I have the following simple class Data annotation to control the area of phone number:
public class PhoneAreaAttribute : ValidationAttribute, IClientValidatable
{
public const string ValidInitNumber = "0";
public const int MinLen = 2;
public const int MaxLen = 4;
public override bool IsValid(object value)
{
var area = (string)value;
if (string.IsNullOrWhiteSpace(area))
{
return true;
}
if (area.StartsWith(PhoneAreaAttribute.ValidInitNumber))
{
return false;
}
if (!Regex.IsMatch(area, #"^[\d]+$"))
{
return false;
}
if (!area.LengthBetween(PhoneAreaAttribute.MinLen, PhoneAreaAttribute.MaxLen))
{
return false;
}
return true;
}
public IEnumerable<ModelClientValidationRule> GetClientValidationRules(ModelMetadata metadata, ControllerContext context)
{
var rule = new ModelClientValidationRule
{
ErrorMessage = FormatErrorMessage(metadata.GetDisplayName()),
ValidationType = "phoneArea",
};
yield return rule;
}
}
I do not know how it would be a correct unit test for this class.
thanks.
Okay, basically testing an attribute is the same as testing any regular class. I took your class and reduced it a little bit so I could run it (you created some extension methods, which I didn't want to recreate). Below you find this class definition.
public class PhoneAreaAttribute : ValidationAttribute
{
public const string ValidInitNumber = "0";
public override bool IsValid(object value)
{
var area = (string)value;
if (string.IsNullOrEmpty(area))
{
return true;
}
if (area.StartsWith(PhoneAreaAttribute.ValidInitNumber))
{
return false;
}
return true;
}
}
Note beforehand: some of my naming conventions for unit tests might differ from the ones you use (there are a few out there).
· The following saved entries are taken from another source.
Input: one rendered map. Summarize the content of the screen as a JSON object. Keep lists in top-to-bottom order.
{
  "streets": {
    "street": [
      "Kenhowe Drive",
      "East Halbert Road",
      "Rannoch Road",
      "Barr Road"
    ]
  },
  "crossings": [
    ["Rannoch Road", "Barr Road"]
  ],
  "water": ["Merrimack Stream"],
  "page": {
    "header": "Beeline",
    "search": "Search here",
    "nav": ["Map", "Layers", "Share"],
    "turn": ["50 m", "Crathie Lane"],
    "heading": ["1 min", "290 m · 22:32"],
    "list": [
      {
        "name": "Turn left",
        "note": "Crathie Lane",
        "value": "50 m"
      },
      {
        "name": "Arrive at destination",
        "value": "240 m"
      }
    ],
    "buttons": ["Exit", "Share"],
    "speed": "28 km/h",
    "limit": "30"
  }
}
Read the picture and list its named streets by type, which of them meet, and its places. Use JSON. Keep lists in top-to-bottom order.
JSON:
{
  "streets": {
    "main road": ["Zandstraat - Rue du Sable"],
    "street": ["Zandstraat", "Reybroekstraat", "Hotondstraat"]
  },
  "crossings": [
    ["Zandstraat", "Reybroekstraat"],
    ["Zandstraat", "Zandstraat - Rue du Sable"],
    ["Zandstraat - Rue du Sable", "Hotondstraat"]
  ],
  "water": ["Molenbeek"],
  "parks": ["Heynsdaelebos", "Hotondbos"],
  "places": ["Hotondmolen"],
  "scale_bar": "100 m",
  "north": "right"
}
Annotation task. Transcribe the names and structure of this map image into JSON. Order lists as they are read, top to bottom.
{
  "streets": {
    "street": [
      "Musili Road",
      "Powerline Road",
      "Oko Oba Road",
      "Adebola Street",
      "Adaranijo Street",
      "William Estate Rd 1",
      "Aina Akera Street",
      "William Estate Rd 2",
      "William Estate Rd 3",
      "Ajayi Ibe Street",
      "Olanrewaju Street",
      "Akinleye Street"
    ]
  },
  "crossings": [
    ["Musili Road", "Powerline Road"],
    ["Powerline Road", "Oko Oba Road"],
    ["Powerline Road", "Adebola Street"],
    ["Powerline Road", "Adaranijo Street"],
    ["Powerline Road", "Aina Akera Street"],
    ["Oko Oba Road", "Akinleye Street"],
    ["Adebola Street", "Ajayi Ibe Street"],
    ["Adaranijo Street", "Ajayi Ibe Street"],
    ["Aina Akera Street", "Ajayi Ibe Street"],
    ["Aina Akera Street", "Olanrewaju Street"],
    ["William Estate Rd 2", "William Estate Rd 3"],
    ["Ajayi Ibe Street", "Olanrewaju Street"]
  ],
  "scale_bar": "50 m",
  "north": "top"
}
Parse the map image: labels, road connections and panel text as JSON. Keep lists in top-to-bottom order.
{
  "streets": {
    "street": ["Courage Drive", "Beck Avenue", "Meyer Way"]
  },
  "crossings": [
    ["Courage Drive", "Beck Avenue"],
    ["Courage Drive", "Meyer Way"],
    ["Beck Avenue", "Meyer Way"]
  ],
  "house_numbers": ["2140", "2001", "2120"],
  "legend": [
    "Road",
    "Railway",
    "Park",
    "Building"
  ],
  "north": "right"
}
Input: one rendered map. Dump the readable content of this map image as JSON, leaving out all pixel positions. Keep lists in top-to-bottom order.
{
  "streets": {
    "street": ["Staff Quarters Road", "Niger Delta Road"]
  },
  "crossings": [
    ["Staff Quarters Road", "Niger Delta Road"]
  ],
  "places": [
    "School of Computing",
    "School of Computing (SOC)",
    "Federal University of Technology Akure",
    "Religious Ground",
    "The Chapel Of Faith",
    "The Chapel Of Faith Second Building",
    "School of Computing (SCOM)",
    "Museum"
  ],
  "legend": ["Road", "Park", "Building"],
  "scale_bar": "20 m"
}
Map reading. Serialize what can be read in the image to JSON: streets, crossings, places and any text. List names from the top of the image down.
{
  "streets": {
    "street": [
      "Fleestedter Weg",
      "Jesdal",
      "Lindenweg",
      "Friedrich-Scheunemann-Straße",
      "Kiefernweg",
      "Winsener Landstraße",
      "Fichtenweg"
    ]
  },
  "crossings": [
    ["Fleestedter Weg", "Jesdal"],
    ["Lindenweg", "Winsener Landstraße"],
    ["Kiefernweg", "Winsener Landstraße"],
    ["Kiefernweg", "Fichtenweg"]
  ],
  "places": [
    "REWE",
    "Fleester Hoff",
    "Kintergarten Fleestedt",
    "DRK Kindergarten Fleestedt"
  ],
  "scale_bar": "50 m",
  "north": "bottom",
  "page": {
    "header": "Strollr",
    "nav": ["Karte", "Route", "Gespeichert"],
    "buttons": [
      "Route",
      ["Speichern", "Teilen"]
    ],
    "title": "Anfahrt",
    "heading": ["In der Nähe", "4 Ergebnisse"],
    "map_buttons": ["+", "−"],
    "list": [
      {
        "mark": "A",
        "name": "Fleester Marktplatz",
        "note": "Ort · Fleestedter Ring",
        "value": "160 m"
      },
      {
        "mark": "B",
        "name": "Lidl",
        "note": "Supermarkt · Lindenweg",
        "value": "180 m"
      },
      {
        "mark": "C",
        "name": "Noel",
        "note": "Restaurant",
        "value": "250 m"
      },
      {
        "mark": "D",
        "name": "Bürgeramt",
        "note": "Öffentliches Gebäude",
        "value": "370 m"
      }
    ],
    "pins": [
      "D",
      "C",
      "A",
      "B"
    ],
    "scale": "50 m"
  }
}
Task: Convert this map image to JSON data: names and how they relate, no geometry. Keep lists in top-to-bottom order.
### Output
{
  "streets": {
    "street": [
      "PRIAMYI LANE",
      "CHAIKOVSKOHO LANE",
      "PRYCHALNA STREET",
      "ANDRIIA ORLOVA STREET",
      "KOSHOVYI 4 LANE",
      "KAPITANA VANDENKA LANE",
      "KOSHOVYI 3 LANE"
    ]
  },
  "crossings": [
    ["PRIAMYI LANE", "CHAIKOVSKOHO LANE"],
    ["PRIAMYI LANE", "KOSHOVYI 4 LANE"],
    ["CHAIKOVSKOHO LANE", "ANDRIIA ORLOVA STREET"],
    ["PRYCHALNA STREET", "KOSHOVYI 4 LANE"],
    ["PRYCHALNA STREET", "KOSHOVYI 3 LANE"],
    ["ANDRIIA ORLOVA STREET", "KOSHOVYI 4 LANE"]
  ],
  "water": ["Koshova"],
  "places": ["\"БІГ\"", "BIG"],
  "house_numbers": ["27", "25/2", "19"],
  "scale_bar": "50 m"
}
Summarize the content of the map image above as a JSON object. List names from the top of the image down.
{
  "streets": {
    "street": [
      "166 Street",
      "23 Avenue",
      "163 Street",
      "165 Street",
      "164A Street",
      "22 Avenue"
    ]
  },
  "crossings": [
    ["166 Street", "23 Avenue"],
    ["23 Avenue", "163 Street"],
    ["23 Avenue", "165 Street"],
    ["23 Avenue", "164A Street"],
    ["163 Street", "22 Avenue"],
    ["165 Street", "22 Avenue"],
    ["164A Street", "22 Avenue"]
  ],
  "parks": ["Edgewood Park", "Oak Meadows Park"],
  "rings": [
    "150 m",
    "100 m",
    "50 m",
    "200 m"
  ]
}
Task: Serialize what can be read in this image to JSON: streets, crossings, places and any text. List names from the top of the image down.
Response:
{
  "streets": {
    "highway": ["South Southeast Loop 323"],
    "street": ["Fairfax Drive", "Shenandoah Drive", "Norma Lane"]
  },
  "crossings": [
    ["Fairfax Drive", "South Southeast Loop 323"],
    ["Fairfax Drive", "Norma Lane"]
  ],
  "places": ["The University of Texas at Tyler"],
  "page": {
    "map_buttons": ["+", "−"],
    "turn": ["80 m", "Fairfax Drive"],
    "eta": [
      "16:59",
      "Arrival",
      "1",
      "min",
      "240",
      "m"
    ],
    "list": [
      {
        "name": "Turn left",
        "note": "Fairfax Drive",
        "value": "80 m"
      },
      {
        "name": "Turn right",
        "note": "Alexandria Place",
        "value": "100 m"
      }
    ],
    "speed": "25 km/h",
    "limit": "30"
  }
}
Now we will create a Unit Test. I understood that you already have a Test Project, if you don't have one, just create one. In this test project, you will create a new unit test (Basic Unit Test), let's name it PhoneAreaAttributeTest.
As good practice, I create a test initialiser to create all shared "resources", in this case a new instance of the PhoneAreaAttribute class. Yes, you can just create an instance, like you are used to with "regular" classes (as a matter of fact, there isn't that much difference between "regular" classes and your attribute class).
Now we are ready to start writing the tests for the methods. Basically you will want to handle all possible scenarios. I will show you here two scenarios that are possible in my (reduced) IsValid method. First I will see whether the given object parameter can be cased to a string (this is a first scenario / TestMethod). Second I will see whether the path of "IsNullOrEmpty" is properly handled (this is a second scenario / TestMethod).
As you can see, it is just a regular unit test. These are just the very basics. If you still have questions, I would like to also suggest you to read some tutorials.
Here is the PhoneAreaAttributeTest test class:
[TestClass]
public class PhoneAreaAttributeTest
{
public PhoneAreaAttribute PhoneAreaAttribute { get; set; }
[TestInitialize]
public void PhoneAreaAttributeTest_TestInitialise()
{
PhoneAreaAttribute = new PhoneAreaAttribute();
}
[TestMethod]
[ExpectedException(typeof(InvalidCastException))]
public void PhoneAreaAttributeTest_IsValid_ThrowsInvalidCastException()
{
object objectToTest = new object();
PhoneAreaAttribute.IsValid(objectToTest);
}
[TestMethod]
public void PhoneAreaAttributeTest_IsValid_NullOrEmpty_True()
{
string nullToTest = null;
string emptoToTest = string.Empty;
var nullTestResult = PhoneAreaAttribute.IsValid(nullToTest);
var emptyTestResult = PhoneAreaAttribute.IsValid(emptoToTest);
Assert.IsTrue(nullTestResult, "Null Test should return true.");
Assert.IsTrue(emptyTestResult, "Empty Test should return true.");
}
}
When considering how to "correctly" test this class, consider the following:
The cyclomatic complexity (CC) of IsValid is 5.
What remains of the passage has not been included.